Personal information
- Born: 4 December 1994 (age 31) Shahabad Markanda, Kurukshetra, Haryana, India
- Height: 1.65 m (5 ft 5 in)
- Weight: 60 kg (132 lb)

Sport
- Sport: Field hockey
- Position: Forward
- Club: Sports Authority of India

Senior career
- Years: Team / Caps / Goals
- –: Hockey Haryana / - / -
- –: Sports Authority of India / - / -

National team
- Years: Team / Caps / Goals
- 2008–2023: India / 254 / (120)

Coaching career
- 2023–: India U18

Medal record
Women's field hockey
Representing India
Asian Games
| Silver medal – second place | 2018 Jakarta | Team |
| Bronze medal – third place | 2014 Incheon | Team |
Asia Cup
| Gold medal – first place | 2017 Gifu |  |
| Silver medal – second place | 2009 Bangkok |  |
| Bronze medal – third place | 2013 Kuala Lumpur |  |
Asian Champions Trophy
| Gold medal – first place | 2016 Singapore |  |
| Silver medal – second place | 2013 Kakamigahara |  |
| Bronze medal – third place | 2010 Busan |  |
South Asian Games
| Gold medal – first place | 2016 Guwahati | Team |
Junior World Cup
| Bronze medal – third place | 2013 Mönchengladbach | Team |

= Rani Rampal =

Indian field hockey player

Rani Rampal (born 4 December 1994) is an Indian field hockey coach and former player who played as a forward.

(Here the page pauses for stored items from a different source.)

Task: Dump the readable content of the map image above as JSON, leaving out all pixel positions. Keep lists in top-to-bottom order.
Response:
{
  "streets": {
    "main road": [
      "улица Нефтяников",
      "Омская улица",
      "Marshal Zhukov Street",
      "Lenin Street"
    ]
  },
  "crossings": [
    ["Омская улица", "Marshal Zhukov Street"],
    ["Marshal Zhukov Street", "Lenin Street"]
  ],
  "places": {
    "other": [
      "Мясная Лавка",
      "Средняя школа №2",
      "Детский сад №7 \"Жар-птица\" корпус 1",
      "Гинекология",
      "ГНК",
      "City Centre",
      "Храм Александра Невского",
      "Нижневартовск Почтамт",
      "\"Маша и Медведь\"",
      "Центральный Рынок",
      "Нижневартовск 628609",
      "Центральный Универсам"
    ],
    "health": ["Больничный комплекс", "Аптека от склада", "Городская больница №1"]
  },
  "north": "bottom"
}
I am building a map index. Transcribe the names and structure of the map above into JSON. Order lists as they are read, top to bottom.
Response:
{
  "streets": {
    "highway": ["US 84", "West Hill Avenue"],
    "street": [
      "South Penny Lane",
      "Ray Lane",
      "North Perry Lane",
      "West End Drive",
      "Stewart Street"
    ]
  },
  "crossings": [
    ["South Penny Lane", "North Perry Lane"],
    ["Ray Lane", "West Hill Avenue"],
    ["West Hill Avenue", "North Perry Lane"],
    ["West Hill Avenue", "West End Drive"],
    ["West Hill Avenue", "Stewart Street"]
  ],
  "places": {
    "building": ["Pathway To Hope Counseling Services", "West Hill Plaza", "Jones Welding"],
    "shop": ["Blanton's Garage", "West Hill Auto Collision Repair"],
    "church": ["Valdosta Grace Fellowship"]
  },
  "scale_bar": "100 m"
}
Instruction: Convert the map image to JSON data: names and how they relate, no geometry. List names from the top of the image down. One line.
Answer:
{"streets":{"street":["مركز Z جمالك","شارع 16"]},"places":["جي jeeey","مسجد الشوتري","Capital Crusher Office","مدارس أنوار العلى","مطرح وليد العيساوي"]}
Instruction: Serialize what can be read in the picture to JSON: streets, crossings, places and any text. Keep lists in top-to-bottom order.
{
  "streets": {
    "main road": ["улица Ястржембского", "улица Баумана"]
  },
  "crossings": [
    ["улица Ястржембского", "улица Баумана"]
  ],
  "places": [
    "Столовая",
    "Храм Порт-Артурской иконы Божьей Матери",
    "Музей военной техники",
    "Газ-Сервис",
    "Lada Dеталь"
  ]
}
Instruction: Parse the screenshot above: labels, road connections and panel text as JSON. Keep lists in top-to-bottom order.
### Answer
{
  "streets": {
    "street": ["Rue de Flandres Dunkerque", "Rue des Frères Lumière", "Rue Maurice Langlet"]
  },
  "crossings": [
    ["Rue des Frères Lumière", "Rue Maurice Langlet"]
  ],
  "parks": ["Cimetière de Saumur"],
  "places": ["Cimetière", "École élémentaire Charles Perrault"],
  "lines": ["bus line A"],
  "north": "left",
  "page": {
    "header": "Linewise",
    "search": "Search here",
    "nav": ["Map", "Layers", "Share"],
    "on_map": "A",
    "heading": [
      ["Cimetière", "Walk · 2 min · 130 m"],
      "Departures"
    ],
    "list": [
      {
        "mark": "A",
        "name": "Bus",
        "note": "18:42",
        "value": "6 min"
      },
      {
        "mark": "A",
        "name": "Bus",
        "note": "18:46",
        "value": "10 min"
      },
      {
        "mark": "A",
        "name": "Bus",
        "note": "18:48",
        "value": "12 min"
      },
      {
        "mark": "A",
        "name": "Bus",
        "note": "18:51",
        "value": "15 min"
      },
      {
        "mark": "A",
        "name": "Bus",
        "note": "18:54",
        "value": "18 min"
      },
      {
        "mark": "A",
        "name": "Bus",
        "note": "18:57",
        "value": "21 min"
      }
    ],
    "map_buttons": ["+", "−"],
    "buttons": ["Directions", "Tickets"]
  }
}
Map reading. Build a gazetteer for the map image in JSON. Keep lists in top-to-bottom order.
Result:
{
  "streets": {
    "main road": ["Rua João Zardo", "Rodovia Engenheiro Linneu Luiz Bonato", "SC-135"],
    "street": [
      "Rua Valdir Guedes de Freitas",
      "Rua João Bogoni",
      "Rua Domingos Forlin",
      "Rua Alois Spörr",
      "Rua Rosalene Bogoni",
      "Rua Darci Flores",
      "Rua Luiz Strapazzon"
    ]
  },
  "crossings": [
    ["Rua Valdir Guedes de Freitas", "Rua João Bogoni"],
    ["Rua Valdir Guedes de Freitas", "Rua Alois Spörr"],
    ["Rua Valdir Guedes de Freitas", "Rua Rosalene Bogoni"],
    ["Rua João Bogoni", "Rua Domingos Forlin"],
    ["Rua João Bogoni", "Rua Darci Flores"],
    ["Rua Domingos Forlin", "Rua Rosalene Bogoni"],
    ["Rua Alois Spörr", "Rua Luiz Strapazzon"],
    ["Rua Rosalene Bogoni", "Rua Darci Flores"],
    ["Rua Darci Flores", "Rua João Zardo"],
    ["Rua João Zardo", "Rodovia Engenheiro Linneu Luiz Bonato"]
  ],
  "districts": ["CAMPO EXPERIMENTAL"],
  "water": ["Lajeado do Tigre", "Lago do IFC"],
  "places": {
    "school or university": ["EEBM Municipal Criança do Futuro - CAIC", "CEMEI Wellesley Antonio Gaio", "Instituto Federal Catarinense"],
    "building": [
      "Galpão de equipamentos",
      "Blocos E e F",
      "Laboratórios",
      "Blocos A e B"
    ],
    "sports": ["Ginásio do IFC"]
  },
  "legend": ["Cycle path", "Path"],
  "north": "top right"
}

At the age of 15, she was the youngest in the national squad of the 2010 World Cup. In her career, Rampal played 212 international matches and scored 134 goals. She also acted as a striker and doubled up as mid-fielder. In 2020, the Government of India honoured her with the Padma Shri.

==Early life==
Rani was born on 4 December 1994 in Shahabad Markanda in the Kurukshetra district of Haryana. Her father works as a cart-puller. She was registered in the town's team by the age of 6. Initially her abilities were questioned but later on she demonstrated her potential to her coach. She took to field hockey in 2003 and trained at the Shahabad Hockey Academy under Baldev Singh, a recipient of Dronacharya Award. She first came to Junior Nationals in Gwalior and at Chandigarh School Nationals and she was later admitted into national squad. She made her Senior year debut when she was only 14 years, which made her the youngest player in the Indian Women's Hockey team. As she started to play professionally, GoSports Foundation, a sports non-governmental organization provided her with monetary and non-monetary support as her family found it hard to support her dreams financially. She was part of Indian Hockey Team when the team qualified for 2016 Rio Olympics after 36 years. Under her Captaincy India reached in the semifinal in 2020 Tokyo Olympics first time in the history of India after inclusion of Women's hockey in olympics.

==Career==
Rani played in the Champion's Challenge Tournament held in Kazan, Russia in June 2009 and powered India to a win by scoring 4 goals in the finals. She was adjudged "The Top Goal Scorer" and the "Young Player of the Tournament."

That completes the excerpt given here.